Since 2011, Teach Advocacy has been operating state political advocacy programs in New York, New Jersey, Florida, Pennsylvania, Maryland and California, representing 90 percent of the yeshiva day school population in America. The program has helped enable direct allocation of $500 million in government aid for 186,000 children in 450 day schools and yeshivot.

Teach NYS, directed specifically toward New York state funding issues, was founded in 2013 with the goal of combating the tuition crisis through greater government funding and services for children and schools. It is a collaboration led by the OU and includes day schools including SAR, Westchester Day School, Solomon Schechter of Westchester, Westchester Hebrew High, and Westchester Torah Academy, and the Sephardic community. Working as a unified community with a single issue advocacy focus and also hiring lobbyists and strategists, the goal is to combat the inequity that nonpublic schools in New York represent 15 percent of the education population but receive less than 1 percent of the funding. One third of school-age children in New York attend yeshiva day schools.

Litwack says, “Our short-term goals are to maintain the funding we’ve gained so far for nonpublic schools and to rapidly increase the STEM funding in New York. We would also like to work with each and every community to establish serious relationships between their local and state-elected officials and their community around these issues. Our long-term goals are to begin to seriously close the inequities. We would also like to see real voting turnout within our community—we simply don’t vote in big enough numbers.”

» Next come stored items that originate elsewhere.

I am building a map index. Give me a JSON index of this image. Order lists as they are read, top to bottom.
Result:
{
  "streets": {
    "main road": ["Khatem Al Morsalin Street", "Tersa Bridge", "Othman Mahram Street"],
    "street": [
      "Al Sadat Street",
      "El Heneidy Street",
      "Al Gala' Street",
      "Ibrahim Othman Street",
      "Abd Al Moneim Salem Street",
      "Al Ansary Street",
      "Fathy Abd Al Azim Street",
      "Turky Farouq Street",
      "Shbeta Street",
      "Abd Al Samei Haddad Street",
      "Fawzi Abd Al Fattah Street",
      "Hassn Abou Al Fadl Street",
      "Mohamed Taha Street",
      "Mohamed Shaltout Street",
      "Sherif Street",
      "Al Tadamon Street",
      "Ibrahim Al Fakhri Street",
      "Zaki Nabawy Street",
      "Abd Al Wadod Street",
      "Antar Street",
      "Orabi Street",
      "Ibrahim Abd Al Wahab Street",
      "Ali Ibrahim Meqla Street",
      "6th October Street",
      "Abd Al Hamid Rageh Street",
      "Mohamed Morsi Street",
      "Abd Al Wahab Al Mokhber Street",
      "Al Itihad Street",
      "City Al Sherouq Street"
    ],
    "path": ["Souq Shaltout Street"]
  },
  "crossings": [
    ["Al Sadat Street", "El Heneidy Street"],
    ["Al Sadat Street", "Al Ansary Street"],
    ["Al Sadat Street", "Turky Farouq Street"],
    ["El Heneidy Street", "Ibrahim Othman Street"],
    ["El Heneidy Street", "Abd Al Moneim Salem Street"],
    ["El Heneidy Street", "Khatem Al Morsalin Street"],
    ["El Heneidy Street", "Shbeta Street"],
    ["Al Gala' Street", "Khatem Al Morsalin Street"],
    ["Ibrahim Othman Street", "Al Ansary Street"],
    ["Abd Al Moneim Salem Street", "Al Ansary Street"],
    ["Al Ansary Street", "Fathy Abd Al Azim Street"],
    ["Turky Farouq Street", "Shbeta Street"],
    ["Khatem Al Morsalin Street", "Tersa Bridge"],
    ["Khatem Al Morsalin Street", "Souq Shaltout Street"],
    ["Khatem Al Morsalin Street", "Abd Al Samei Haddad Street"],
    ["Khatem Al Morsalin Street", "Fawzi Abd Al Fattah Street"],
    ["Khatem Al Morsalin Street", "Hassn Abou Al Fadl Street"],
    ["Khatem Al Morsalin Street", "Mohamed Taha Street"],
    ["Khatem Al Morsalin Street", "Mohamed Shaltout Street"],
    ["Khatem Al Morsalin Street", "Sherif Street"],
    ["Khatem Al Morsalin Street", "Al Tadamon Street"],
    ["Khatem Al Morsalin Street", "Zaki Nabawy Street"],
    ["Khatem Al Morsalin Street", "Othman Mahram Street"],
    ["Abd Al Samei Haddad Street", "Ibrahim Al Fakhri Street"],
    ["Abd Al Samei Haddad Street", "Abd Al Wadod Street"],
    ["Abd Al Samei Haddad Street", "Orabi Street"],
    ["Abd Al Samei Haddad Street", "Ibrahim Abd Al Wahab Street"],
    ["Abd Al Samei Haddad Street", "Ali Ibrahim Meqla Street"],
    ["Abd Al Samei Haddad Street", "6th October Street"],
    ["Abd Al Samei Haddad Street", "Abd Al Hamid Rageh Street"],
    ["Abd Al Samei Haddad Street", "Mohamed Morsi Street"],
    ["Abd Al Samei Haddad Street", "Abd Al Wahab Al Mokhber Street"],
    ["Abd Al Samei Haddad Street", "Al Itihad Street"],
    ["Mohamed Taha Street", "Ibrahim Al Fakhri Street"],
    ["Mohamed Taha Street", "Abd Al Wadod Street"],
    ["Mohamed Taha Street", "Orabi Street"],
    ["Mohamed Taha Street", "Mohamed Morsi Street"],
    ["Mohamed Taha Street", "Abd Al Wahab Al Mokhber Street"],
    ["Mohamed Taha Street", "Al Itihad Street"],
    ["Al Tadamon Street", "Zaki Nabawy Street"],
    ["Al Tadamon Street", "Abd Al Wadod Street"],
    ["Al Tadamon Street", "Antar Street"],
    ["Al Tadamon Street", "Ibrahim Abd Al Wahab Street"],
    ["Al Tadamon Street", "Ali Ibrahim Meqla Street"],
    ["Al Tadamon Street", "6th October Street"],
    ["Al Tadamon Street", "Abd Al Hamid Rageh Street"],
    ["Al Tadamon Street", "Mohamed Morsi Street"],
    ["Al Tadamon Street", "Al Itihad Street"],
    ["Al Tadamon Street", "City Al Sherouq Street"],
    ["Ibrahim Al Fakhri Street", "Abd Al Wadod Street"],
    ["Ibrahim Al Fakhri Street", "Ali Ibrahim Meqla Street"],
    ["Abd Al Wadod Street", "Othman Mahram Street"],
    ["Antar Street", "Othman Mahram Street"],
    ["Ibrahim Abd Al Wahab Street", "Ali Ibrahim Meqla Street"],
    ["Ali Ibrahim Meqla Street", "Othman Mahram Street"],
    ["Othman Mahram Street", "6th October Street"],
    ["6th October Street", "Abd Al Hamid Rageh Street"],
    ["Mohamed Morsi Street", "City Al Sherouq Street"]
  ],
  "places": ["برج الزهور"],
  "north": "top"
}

Most recently, Teach NYS helped to secure $289 million for nonpublic schools in the 2018 New York state budget, including a record-breaking $40 million for nonpublic school security and the creation of a new reimbursement program for science, technology, engineering and math (STEM) instruction. Other states were successful in securing tax credits for scholarship dollars and funds for security, busing, technology and nursing.

Evan Jerome, the host of the evening, emphasized that “Teach NYS is important as the first organized strategic effort by the Jewish community in the state to advocate for additional funding for yeshivas and day schools. The goal is that additional grant money will trickle down to keep scholarship budgets robust and tuition on the affordable side for families. Parents need to make their voices heard to state politicians. Last year, day schools and yeshivas received part of a multi-million-dollar grant to expand STEM resources. This would not have happened without the efforts of Teach NYS.”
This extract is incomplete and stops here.